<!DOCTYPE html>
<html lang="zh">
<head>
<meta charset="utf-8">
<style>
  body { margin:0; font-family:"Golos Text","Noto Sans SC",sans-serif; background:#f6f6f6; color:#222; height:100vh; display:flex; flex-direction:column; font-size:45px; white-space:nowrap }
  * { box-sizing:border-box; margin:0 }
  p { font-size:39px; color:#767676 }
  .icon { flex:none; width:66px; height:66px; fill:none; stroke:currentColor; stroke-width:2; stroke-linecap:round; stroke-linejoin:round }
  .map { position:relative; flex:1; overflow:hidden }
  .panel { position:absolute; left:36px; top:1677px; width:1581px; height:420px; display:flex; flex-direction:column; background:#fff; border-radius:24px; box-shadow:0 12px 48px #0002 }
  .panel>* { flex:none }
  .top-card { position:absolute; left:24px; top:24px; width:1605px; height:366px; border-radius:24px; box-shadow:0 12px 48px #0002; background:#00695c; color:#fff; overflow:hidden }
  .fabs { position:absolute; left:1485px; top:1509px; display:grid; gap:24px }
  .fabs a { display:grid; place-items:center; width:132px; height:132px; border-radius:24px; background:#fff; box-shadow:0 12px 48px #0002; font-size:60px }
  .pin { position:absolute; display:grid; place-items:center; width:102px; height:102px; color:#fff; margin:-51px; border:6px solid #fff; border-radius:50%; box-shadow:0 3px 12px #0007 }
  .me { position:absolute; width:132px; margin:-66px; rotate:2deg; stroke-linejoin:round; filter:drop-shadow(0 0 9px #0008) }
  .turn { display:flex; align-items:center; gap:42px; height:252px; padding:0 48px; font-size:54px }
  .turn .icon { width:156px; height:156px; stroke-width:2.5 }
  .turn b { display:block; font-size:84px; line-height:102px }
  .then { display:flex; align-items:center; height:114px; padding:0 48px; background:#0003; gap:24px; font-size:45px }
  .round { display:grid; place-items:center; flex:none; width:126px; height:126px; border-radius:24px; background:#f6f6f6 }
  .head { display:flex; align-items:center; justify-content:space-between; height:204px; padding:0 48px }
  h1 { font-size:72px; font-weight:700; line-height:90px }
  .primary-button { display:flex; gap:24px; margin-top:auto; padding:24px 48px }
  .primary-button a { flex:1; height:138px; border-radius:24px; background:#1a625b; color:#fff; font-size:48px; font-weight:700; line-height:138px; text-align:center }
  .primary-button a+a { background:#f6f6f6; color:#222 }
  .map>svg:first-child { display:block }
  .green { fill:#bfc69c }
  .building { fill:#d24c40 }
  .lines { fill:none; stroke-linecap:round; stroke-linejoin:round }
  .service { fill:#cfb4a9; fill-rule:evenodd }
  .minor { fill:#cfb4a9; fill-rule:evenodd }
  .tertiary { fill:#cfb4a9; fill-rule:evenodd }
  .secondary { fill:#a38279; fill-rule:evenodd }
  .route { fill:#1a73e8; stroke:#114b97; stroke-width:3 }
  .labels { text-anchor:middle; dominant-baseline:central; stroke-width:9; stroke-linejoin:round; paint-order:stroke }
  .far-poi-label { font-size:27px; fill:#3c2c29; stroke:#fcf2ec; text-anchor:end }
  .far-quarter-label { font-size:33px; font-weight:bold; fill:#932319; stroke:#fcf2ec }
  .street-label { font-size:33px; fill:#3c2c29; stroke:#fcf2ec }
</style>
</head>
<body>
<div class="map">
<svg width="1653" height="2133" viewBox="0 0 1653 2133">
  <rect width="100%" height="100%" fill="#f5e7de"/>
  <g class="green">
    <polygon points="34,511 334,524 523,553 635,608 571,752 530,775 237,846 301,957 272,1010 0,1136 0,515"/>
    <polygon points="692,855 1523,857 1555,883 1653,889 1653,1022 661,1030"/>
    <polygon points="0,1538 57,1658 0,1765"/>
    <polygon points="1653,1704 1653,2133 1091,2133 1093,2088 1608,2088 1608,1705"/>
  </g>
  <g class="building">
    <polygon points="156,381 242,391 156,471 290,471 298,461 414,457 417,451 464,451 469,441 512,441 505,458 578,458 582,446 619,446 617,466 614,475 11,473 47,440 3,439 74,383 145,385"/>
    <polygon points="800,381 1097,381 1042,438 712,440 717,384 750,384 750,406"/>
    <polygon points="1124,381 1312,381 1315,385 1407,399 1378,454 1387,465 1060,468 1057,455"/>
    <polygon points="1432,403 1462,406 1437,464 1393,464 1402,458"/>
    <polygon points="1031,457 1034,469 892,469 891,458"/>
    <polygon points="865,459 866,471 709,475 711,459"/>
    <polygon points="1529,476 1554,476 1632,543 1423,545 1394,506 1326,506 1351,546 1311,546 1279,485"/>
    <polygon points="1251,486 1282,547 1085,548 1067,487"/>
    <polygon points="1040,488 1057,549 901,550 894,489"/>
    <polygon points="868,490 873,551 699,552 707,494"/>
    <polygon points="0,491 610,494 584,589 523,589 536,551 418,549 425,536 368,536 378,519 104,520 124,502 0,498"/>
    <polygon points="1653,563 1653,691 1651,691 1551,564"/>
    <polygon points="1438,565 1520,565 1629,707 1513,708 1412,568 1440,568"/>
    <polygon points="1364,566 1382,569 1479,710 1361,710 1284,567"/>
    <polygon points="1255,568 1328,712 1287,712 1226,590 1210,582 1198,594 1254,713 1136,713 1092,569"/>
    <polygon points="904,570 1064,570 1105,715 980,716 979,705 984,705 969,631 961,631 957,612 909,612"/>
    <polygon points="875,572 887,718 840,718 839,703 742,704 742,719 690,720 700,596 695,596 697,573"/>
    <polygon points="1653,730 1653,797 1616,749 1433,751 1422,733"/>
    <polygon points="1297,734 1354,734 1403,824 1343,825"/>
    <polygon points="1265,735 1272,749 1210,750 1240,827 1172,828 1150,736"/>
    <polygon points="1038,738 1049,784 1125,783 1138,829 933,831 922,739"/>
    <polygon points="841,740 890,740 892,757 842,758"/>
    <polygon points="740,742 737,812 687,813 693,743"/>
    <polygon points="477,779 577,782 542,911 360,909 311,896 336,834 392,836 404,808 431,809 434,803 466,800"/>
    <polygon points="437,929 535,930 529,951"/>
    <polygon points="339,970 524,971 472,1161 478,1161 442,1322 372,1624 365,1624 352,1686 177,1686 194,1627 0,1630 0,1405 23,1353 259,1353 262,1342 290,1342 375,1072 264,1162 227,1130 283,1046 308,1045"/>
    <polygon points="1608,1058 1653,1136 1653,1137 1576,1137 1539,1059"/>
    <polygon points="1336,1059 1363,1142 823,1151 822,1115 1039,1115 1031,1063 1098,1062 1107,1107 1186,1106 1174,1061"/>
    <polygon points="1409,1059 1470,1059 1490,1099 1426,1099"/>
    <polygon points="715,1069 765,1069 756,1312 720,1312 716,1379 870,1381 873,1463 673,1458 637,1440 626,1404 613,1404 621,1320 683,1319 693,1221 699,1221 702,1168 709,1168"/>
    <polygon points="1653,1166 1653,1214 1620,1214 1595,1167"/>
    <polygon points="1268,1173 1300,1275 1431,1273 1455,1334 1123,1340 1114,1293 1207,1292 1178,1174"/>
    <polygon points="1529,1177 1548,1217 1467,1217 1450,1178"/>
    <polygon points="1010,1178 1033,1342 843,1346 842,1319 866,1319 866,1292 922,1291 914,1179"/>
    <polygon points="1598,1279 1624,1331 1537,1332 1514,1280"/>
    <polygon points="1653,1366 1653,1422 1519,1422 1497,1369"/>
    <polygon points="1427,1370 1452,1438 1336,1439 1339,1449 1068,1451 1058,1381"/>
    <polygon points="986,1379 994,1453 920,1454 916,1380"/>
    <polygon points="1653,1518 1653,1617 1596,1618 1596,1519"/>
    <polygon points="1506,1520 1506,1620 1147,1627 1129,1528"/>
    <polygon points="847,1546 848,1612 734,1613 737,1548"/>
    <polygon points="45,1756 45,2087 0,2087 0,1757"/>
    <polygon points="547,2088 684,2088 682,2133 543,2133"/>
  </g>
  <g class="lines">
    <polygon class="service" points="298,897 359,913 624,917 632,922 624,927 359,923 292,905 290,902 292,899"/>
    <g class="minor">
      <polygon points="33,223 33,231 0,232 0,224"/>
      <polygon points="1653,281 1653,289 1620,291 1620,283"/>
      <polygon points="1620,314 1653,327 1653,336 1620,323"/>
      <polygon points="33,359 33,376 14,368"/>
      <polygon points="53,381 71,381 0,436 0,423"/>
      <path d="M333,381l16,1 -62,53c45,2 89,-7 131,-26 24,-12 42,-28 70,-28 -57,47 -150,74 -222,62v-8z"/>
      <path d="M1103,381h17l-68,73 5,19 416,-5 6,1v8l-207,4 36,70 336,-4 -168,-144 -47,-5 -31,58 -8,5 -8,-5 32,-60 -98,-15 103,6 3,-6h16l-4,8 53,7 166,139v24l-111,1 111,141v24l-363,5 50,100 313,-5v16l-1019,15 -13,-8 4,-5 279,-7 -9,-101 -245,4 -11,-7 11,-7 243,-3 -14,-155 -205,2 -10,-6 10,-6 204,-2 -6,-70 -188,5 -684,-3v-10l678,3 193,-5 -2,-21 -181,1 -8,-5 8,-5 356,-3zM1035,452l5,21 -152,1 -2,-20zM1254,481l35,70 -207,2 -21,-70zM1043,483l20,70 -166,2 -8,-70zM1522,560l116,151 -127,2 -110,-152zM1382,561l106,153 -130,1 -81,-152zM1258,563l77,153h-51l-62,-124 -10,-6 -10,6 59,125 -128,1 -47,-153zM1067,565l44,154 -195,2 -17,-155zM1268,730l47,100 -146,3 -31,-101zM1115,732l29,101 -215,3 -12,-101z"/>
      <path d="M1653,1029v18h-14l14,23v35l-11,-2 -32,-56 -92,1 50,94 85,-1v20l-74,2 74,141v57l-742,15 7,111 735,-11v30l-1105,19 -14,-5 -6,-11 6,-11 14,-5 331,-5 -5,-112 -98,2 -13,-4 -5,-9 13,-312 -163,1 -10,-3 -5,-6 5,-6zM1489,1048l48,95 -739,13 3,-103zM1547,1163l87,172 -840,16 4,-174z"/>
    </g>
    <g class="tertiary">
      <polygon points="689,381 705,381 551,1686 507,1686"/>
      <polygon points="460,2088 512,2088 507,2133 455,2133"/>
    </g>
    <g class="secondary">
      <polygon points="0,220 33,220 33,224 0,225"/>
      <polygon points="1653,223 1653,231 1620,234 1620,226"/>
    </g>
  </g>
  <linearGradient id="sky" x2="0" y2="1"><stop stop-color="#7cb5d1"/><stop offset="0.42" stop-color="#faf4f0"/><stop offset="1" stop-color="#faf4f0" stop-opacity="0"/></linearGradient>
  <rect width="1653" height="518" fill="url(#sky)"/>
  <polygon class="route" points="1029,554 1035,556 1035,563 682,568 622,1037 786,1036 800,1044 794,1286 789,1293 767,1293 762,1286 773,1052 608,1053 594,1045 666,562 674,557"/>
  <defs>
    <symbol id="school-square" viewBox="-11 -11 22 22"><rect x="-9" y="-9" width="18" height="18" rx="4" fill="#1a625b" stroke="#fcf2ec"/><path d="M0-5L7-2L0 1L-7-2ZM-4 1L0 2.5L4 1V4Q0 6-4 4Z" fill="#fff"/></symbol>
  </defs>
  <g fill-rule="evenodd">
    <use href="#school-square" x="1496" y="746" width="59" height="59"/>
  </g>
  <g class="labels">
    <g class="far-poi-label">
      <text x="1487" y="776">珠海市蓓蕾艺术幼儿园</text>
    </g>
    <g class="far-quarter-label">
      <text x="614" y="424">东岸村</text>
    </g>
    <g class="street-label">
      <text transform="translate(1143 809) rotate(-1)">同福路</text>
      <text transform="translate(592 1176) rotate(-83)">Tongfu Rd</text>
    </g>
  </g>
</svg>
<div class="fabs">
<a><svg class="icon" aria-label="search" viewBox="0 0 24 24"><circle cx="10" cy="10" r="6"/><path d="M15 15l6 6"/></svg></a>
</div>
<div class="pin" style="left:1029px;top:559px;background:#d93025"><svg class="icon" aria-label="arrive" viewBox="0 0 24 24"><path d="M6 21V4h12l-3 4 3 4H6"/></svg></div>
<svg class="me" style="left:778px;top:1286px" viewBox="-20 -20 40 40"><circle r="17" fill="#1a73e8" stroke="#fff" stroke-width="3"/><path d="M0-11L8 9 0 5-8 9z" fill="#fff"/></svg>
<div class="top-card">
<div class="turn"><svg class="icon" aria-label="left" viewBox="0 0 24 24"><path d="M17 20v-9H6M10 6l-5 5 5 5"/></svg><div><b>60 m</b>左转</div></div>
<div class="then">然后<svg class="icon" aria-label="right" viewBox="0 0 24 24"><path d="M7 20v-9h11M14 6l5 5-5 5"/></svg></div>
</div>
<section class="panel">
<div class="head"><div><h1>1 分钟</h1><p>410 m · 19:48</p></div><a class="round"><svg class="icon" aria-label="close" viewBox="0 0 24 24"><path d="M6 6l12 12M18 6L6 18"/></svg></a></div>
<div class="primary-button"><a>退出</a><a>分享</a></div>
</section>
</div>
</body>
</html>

────────────────────────────────────────

--- WHAT YOU SHOULD DO ---
Look through the data and gather every line with the string "hidden" in it.

--- YOUR RESPONSE ---
  .map { position:relative; flex:1; overflow:hidden }
  .top-card { position:absolute; left:24px; top:24px; width:1605px; height:366px; border-radius:24px; box-shadow:0 12px 48px #0002; background:#00695c; color:#fff; overflow:hidden }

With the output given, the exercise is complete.